Stored data
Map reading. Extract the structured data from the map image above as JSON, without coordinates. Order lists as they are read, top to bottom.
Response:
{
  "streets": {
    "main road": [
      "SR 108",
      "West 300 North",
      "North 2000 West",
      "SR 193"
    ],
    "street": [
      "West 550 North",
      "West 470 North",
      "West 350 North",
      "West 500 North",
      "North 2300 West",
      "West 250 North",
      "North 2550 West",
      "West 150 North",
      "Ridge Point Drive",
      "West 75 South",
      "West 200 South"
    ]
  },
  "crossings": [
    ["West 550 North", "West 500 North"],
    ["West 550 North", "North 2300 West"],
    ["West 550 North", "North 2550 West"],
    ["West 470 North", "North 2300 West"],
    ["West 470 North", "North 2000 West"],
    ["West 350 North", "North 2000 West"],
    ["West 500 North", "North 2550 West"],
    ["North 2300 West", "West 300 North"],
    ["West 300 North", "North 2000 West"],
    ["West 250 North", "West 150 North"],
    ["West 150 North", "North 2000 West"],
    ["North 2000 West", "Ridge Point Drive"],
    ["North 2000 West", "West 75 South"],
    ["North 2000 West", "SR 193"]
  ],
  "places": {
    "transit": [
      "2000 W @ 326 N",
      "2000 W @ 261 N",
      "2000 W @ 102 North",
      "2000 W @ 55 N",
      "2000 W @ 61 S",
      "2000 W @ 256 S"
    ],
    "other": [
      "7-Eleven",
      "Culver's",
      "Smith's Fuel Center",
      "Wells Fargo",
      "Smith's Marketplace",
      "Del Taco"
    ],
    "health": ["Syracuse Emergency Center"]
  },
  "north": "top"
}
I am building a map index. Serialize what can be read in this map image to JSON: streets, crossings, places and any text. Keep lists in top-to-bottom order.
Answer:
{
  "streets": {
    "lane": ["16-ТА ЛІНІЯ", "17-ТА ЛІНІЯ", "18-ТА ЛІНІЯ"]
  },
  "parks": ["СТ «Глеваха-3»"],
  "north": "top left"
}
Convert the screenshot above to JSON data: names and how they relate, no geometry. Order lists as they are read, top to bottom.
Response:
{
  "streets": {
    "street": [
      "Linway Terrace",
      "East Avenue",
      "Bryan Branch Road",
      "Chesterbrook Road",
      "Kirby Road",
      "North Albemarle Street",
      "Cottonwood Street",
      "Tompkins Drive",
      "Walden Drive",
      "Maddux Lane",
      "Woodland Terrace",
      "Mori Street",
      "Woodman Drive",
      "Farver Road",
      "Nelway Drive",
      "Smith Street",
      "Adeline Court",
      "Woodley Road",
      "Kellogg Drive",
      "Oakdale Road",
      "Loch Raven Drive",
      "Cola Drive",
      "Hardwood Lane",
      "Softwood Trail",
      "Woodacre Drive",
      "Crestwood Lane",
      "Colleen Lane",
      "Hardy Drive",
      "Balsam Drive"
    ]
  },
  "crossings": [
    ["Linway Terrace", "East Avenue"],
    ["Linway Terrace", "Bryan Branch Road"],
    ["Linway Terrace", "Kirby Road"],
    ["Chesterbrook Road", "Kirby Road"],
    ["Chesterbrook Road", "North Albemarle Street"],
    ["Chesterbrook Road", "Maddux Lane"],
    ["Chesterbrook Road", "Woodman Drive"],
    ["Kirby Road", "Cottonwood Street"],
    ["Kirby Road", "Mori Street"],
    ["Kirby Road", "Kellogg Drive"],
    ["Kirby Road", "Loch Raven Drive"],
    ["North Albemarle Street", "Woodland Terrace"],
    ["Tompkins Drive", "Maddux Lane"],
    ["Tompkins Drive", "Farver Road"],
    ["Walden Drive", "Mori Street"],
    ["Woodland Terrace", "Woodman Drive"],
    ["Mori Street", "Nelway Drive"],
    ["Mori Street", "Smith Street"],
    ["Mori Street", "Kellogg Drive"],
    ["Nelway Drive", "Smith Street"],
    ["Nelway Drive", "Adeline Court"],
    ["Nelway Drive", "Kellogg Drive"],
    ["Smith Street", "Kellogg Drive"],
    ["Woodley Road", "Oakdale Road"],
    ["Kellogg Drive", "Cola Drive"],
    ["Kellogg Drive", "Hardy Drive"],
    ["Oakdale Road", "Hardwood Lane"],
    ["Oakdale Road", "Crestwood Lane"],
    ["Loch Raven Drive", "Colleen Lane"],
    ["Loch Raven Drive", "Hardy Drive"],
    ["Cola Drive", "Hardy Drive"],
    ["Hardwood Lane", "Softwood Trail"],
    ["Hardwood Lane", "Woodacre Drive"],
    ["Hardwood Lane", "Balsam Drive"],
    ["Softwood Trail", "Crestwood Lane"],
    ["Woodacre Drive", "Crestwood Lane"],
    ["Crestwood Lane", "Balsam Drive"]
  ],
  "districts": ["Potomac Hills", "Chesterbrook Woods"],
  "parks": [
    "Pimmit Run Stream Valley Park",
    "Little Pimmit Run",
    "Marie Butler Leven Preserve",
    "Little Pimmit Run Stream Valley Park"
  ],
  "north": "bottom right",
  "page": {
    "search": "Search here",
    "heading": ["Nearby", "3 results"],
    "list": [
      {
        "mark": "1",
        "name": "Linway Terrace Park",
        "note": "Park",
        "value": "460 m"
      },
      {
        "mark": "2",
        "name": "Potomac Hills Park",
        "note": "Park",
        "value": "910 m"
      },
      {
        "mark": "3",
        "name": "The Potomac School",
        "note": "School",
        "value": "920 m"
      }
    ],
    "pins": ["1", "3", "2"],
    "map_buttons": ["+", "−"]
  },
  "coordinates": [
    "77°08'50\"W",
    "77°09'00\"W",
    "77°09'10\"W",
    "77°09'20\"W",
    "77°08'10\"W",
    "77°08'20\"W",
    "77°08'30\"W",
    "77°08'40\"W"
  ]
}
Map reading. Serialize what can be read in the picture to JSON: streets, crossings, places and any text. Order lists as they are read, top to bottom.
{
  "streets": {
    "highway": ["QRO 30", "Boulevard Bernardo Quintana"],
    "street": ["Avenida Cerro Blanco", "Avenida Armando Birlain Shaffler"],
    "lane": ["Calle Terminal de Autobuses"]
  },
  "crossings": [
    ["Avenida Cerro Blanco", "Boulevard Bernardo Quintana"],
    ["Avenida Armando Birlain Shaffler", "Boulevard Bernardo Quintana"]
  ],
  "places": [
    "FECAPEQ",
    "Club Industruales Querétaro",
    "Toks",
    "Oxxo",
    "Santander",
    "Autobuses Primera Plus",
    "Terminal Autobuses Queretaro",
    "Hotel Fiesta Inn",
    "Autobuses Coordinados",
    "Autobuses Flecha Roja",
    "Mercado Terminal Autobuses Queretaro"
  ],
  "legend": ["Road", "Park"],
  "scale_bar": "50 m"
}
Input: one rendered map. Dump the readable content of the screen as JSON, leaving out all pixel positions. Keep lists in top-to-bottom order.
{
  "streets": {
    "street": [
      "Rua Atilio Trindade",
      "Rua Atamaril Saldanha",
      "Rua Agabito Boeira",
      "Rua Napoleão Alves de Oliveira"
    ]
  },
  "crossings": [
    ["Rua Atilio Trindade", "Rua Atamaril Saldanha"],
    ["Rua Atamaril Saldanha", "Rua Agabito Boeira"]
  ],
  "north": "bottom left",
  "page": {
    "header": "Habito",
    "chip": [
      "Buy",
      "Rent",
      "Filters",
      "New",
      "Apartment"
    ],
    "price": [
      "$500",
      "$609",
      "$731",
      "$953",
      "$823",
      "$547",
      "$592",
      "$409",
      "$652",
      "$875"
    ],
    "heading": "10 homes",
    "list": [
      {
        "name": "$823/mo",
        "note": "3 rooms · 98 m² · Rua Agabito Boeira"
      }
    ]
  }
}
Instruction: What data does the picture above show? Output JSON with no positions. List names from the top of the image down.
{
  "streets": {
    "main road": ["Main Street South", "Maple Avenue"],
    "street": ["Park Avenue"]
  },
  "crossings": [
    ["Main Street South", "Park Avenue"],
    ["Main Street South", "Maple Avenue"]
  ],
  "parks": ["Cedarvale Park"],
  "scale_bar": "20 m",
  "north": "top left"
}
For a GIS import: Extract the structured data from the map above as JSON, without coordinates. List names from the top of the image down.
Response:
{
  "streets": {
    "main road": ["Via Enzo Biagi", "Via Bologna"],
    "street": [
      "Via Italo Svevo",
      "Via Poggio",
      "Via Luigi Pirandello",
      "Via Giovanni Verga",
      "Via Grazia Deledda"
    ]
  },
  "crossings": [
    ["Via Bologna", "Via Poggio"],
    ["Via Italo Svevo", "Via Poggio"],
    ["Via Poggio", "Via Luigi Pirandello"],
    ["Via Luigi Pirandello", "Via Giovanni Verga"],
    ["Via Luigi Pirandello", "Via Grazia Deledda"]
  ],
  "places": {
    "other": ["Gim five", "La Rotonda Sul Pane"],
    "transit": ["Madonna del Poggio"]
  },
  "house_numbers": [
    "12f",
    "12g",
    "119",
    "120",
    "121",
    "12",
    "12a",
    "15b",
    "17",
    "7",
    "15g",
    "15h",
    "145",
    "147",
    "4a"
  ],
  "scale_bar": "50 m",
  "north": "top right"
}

**WORK REQUIRED:** Find the lines above holding the word "Giovanni" and show them.

**WRITTEN ANSWER:**
      "Via Giovanni Verga",
    ["Via Luigi Pirandello", "Via Giovanni Verga"],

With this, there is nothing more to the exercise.